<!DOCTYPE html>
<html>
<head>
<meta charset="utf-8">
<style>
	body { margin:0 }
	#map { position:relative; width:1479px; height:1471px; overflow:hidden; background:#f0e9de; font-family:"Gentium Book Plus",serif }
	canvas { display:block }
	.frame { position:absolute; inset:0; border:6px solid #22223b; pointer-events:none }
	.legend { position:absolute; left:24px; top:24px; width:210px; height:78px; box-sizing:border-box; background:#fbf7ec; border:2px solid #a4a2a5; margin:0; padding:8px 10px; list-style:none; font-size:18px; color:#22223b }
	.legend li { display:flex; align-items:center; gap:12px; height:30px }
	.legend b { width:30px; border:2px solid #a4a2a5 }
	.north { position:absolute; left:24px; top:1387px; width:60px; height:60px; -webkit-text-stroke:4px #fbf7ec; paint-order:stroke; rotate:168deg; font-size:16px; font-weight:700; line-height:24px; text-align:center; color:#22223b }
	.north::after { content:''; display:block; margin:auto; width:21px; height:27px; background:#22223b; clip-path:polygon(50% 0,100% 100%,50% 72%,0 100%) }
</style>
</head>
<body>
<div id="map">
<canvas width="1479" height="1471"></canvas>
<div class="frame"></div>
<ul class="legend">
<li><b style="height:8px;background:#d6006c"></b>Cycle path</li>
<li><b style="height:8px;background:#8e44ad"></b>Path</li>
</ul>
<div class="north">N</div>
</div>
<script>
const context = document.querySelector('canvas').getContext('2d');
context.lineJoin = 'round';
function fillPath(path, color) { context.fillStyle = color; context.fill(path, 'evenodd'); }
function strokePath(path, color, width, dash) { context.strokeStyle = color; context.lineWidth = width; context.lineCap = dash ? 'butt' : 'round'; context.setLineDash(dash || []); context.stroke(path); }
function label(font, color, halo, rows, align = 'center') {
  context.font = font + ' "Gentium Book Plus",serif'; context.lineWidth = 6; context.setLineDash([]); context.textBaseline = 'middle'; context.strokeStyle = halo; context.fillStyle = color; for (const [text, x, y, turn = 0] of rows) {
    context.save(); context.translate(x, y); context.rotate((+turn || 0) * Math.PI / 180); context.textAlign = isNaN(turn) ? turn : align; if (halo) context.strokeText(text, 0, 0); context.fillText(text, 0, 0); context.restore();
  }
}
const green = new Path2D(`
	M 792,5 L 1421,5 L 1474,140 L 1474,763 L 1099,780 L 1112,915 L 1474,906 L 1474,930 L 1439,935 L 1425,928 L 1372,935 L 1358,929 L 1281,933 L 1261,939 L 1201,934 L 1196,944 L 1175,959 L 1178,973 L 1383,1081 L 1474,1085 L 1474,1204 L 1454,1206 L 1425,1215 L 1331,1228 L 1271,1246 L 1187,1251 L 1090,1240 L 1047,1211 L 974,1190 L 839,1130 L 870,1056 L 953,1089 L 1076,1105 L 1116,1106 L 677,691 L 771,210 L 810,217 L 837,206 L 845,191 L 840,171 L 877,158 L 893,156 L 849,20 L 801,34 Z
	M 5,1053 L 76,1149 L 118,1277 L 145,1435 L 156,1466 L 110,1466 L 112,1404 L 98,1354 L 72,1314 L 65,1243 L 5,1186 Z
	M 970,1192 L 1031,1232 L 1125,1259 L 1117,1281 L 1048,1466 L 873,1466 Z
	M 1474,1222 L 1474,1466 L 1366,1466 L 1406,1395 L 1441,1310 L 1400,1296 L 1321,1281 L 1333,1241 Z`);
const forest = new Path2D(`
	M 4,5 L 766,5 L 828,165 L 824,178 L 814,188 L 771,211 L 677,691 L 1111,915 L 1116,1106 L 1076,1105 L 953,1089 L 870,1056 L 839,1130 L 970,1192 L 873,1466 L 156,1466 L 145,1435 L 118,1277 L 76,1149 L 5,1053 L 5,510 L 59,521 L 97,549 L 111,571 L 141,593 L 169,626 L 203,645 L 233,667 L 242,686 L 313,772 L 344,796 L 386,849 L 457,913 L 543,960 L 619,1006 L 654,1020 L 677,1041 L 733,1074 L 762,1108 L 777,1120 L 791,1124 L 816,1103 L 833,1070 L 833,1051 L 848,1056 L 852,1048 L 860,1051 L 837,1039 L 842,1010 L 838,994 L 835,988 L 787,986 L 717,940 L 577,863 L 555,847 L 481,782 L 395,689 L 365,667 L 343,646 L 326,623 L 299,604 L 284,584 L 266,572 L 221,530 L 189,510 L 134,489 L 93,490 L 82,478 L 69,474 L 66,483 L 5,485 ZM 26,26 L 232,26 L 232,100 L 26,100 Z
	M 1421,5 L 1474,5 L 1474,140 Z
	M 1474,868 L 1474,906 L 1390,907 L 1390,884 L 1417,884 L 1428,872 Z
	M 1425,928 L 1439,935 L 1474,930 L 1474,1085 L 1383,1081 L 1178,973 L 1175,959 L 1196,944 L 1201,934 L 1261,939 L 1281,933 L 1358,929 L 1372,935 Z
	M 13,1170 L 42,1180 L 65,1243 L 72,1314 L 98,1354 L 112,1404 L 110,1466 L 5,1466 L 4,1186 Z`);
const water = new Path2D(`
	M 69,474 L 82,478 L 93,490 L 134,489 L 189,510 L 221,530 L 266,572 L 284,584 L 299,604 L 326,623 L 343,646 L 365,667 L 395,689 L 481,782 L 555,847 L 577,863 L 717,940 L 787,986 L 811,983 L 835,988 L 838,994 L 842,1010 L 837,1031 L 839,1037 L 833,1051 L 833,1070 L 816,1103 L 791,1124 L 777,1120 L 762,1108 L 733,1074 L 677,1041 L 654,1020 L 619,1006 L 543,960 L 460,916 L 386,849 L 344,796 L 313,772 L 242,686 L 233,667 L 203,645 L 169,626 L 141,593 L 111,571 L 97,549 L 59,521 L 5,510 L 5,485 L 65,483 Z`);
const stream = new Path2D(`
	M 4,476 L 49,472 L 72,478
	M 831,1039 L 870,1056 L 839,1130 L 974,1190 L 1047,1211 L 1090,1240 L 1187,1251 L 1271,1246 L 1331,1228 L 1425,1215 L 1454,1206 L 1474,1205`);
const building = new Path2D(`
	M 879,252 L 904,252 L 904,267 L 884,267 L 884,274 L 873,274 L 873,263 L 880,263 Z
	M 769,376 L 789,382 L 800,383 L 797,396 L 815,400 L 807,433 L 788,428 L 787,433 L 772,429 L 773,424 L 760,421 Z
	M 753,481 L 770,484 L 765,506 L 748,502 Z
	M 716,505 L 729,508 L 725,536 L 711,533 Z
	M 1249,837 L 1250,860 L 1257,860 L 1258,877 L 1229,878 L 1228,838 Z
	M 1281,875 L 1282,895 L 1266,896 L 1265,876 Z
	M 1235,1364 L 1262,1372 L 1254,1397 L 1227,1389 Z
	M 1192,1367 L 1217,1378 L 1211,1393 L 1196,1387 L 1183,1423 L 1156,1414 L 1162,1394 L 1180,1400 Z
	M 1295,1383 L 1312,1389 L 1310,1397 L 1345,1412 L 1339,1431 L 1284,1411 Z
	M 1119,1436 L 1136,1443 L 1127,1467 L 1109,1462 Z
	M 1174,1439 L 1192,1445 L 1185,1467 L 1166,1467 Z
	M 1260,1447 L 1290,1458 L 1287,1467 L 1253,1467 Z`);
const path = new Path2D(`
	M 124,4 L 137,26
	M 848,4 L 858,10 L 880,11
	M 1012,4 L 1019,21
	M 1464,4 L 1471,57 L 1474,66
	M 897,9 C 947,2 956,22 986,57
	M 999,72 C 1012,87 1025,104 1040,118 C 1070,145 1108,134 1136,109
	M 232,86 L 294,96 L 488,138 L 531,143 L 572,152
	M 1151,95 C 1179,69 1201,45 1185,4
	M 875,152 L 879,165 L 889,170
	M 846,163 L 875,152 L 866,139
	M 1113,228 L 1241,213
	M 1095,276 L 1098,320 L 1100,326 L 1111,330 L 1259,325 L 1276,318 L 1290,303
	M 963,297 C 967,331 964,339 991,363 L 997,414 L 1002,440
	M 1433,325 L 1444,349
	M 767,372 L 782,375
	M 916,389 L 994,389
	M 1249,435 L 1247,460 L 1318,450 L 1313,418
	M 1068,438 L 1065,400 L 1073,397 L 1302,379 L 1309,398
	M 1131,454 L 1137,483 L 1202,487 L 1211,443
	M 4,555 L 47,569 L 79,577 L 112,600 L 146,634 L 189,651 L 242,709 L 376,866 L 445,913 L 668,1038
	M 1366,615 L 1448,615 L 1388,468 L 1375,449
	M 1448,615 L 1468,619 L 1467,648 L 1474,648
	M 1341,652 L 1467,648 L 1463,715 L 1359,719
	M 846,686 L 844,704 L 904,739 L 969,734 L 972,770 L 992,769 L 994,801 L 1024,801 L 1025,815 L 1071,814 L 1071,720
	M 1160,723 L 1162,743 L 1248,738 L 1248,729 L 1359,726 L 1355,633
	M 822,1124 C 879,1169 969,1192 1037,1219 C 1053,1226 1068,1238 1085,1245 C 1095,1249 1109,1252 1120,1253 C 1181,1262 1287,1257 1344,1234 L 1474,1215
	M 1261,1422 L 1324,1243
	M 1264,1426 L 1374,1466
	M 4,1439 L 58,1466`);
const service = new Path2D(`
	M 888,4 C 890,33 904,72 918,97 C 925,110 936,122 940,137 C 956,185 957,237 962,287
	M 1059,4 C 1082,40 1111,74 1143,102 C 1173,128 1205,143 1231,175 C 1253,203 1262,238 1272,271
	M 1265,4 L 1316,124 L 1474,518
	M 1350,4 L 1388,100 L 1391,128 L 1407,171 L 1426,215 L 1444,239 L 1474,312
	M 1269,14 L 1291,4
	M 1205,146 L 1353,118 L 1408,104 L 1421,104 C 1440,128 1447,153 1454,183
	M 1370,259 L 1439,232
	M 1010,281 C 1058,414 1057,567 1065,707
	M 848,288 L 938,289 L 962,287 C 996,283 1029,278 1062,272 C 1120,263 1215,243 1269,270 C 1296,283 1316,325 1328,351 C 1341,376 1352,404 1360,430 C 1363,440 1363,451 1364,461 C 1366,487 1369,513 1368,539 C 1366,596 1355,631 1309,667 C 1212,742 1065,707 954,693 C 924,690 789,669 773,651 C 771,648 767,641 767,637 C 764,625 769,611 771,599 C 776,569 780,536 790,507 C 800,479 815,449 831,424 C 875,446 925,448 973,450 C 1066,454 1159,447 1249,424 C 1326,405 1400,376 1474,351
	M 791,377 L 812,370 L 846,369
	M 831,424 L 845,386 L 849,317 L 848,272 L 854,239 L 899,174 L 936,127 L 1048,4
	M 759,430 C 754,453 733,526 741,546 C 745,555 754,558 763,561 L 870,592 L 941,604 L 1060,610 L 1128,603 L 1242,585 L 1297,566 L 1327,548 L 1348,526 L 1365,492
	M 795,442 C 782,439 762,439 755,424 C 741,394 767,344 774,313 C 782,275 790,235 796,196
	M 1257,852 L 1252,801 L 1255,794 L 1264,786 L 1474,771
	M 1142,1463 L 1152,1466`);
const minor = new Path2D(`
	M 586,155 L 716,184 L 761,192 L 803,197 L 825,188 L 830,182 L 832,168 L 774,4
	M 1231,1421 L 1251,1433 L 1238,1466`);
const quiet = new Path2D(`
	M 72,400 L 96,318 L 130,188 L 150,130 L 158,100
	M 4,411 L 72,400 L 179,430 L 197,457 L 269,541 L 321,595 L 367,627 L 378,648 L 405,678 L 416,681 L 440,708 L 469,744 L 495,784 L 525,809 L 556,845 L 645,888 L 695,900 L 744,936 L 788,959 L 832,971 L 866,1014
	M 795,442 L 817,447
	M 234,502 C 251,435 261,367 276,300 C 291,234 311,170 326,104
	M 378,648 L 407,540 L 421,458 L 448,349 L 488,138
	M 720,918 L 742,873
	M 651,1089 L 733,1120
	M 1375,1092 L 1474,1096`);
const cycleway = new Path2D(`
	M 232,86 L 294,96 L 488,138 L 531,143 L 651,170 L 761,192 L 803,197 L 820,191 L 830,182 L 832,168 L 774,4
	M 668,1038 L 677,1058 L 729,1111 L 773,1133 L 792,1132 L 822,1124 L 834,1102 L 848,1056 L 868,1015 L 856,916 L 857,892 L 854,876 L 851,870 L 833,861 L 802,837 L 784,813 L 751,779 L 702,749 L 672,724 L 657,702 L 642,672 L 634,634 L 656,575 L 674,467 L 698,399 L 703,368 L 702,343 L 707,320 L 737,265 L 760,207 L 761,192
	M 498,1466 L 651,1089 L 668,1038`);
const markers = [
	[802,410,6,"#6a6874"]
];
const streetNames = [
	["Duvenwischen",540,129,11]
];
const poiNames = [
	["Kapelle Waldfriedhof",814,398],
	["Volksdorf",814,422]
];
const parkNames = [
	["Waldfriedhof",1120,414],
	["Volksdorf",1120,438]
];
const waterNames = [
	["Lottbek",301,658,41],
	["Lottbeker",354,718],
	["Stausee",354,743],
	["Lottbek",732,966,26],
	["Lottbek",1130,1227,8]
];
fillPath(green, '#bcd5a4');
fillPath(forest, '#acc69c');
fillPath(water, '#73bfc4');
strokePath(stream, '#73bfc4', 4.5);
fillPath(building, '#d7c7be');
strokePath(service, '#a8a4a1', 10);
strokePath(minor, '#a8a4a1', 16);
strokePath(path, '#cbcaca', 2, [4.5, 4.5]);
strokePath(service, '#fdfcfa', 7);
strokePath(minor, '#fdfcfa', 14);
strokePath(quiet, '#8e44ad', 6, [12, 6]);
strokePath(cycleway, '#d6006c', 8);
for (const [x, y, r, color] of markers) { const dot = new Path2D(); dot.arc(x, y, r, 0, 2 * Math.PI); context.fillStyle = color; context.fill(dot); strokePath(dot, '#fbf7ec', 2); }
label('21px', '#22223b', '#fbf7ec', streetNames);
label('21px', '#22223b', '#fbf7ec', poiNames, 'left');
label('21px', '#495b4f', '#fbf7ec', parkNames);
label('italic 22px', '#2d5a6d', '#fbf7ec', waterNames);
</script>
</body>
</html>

__________________________________________________

• [What the task requires] Above are the records. Copy every line in them holding "rows".

• [Solution for this exercise]
function label(font, color, halo, rows, align = 'center') {
  context.font = font + ' "Gentium Book Plus",serif'; context.lineWidth = 6; context.setLineDash([]); context.textBaseline = 'middle'; context.strokeStyle = halo; context.fillStyle = color; for (const [text, x, y, turn = 0] of rows) {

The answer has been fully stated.